Размер шрифта
-
+

Экономика и власть: опыт посткоммунистической трансформации - стр. 37

После провозглашения в конце октября курса на либерализацию цен и зарплаты в средствах массовой информации доминировали ожидания серьезных социальных потрясений, массовых акций протеста накануне, во время или после неизбежного скачка цен. Ситуация усугублялась быстрым разрушением потребительского рынка, деградация которого, естественно, особенно резко проявилась в ноябре – декабре, поскольку производители и торговля были заинтересованы в придерживании запасов до 2 января.

Страх перед открытой инфляцией переплетался в общественном сознании с безысходностью ситуации тотального дефицита, отсутствием в магазинах практически всех товаров, многочасовыми очередями за предметами первой необходимости, начавшимися перебоями в торговле хлебом. Показатель насыщенности потребительского рынка достиг в декабре своего минимума.

Пессимизм подстегивался резко возросшей в этих условиях активностью неокоммунистических группировок, стремившихся воспользоваться переходной ситуацией (угроза гиперинфляции при пустых магазинах) для дестабилизации политической ситуации и блокирования продвижения к рыночной демократии. Попытка организации массовых акций протеста в середине декабря под общим лозунгом «марш голодных очередей» стала наиболее показательной в этом отношении.

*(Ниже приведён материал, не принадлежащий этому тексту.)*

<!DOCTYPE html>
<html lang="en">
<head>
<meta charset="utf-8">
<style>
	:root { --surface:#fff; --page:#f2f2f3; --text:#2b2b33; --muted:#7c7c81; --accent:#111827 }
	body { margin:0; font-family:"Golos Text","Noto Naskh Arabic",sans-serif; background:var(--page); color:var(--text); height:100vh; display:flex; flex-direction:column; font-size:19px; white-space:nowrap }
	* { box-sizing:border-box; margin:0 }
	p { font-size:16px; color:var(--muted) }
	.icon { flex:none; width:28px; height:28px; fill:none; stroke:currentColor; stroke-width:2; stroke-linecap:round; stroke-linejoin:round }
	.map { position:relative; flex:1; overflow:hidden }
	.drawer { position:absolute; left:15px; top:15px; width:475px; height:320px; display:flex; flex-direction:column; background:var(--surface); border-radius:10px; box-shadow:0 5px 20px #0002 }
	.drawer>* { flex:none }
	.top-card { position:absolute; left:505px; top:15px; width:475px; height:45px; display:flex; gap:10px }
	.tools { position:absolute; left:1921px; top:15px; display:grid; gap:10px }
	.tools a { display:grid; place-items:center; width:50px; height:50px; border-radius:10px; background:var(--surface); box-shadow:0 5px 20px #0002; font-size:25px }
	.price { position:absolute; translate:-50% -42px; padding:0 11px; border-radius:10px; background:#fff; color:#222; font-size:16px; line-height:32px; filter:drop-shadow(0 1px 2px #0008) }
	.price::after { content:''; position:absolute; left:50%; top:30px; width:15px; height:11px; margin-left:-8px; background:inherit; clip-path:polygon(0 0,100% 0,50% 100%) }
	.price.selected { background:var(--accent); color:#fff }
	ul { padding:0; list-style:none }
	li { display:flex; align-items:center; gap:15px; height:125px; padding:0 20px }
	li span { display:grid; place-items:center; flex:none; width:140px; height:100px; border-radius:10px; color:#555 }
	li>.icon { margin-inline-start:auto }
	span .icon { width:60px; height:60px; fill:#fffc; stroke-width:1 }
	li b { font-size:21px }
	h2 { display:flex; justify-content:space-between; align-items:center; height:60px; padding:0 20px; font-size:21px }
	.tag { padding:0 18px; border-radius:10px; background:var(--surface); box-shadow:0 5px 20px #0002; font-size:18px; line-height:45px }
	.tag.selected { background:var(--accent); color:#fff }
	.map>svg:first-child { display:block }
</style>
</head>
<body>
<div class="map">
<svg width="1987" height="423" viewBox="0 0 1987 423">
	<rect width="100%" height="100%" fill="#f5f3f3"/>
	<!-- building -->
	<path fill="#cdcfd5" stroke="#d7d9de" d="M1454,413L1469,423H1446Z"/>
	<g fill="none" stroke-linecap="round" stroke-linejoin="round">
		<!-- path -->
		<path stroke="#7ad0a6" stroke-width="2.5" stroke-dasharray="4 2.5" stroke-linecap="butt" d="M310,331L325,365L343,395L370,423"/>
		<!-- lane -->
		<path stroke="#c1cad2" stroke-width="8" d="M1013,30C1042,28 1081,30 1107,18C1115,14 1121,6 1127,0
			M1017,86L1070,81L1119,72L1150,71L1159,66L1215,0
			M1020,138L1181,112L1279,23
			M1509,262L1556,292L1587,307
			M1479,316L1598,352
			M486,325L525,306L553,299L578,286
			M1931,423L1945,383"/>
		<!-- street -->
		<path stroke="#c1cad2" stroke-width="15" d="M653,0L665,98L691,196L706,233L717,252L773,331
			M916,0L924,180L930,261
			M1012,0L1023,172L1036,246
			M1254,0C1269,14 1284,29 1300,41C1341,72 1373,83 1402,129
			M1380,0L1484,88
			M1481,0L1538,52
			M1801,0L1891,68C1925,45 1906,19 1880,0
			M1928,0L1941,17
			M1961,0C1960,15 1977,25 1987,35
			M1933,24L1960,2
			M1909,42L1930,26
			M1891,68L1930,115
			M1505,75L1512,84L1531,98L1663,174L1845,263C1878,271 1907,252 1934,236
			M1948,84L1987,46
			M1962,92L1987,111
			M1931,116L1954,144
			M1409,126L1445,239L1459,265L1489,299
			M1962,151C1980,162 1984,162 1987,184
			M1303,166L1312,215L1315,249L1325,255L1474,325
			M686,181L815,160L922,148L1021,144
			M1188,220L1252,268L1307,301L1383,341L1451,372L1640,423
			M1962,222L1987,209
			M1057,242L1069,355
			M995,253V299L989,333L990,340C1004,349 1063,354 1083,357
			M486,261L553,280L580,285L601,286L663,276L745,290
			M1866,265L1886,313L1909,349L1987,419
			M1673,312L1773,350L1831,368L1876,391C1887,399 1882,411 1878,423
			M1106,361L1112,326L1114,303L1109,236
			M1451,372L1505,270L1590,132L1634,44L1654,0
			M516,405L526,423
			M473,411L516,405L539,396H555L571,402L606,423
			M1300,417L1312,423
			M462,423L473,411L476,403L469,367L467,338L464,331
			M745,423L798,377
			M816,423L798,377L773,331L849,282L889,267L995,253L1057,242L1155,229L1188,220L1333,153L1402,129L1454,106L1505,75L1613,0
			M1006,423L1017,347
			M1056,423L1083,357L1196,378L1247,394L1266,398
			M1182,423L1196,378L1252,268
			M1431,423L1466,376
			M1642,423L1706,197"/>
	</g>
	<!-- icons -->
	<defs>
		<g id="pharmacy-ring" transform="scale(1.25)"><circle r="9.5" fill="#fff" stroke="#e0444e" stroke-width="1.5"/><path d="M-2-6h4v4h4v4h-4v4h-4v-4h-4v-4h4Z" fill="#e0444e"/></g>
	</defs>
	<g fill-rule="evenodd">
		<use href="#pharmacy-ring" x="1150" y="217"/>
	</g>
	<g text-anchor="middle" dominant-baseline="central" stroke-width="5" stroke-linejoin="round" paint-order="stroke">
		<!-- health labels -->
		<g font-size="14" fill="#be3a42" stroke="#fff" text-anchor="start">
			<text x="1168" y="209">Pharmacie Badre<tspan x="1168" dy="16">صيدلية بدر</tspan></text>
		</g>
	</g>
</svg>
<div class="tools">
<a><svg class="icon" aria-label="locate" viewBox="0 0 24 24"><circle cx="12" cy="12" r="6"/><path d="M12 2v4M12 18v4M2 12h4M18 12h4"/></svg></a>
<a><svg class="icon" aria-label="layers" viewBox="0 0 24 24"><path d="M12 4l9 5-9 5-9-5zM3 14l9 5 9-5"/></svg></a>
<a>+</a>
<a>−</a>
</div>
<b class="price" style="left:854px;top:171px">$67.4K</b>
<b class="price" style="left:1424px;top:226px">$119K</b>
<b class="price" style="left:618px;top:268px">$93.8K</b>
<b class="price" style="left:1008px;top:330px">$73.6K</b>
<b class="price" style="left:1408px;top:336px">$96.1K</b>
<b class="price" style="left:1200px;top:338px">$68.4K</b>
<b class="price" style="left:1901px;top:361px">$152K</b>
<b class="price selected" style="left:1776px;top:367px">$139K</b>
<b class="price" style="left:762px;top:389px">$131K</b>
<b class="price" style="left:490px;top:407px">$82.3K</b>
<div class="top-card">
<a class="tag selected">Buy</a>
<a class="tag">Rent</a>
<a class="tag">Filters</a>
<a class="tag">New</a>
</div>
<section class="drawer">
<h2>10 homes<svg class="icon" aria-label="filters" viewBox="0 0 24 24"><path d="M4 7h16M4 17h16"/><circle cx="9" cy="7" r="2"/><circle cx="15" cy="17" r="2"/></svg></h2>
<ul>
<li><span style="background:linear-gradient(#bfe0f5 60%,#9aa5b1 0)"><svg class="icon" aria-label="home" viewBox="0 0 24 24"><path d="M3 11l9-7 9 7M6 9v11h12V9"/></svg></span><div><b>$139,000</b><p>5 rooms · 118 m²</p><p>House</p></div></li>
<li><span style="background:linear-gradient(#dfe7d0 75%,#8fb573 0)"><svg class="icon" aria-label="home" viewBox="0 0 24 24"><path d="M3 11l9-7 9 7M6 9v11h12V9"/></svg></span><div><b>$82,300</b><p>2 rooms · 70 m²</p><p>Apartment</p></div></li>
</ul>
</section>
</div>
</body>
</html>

Однако несмотря на ожидание социального взрыва, общая социальная ситуация в России скорее благоприятствовала радикальным экономическим реформам.

Во-первых, исключительно высокой оставалась популярность президента, провозглашавшего либеральный экономический курс.

Во-вторых, социально-политическая активность народа на предшествующем этапе слома институтов коммунистического режима в целом по стране была не особенно высока (накал страстей ограничивался Москвой и некоторыми крупными индустриальными центрами) и не имела тенденции к росту. Политическая активность населения явно шла на спад, и, по опросам общественного мнения, большинство исключало возможность возникновения в ближайшее время массовых антиправительственных акций.

Наконец, в-третьих, сама обстановка быстрого приближения экономической катастрофы настраивала людей на принятие болезненных стабилизационных мер. Более того, в общественном сознании наблюдался очень важный сдвиг от патерналистских ожиданий и иждивенчества. Не питая иллюзий насчет возможности улучшения экономической ситуации в ближайшем будущем, от 2/3 до 3/4 россиян не связывали личного благосостояния ни с какими государственными или общественными организациями – они рассчитывали прежде всего на свои собственные силы.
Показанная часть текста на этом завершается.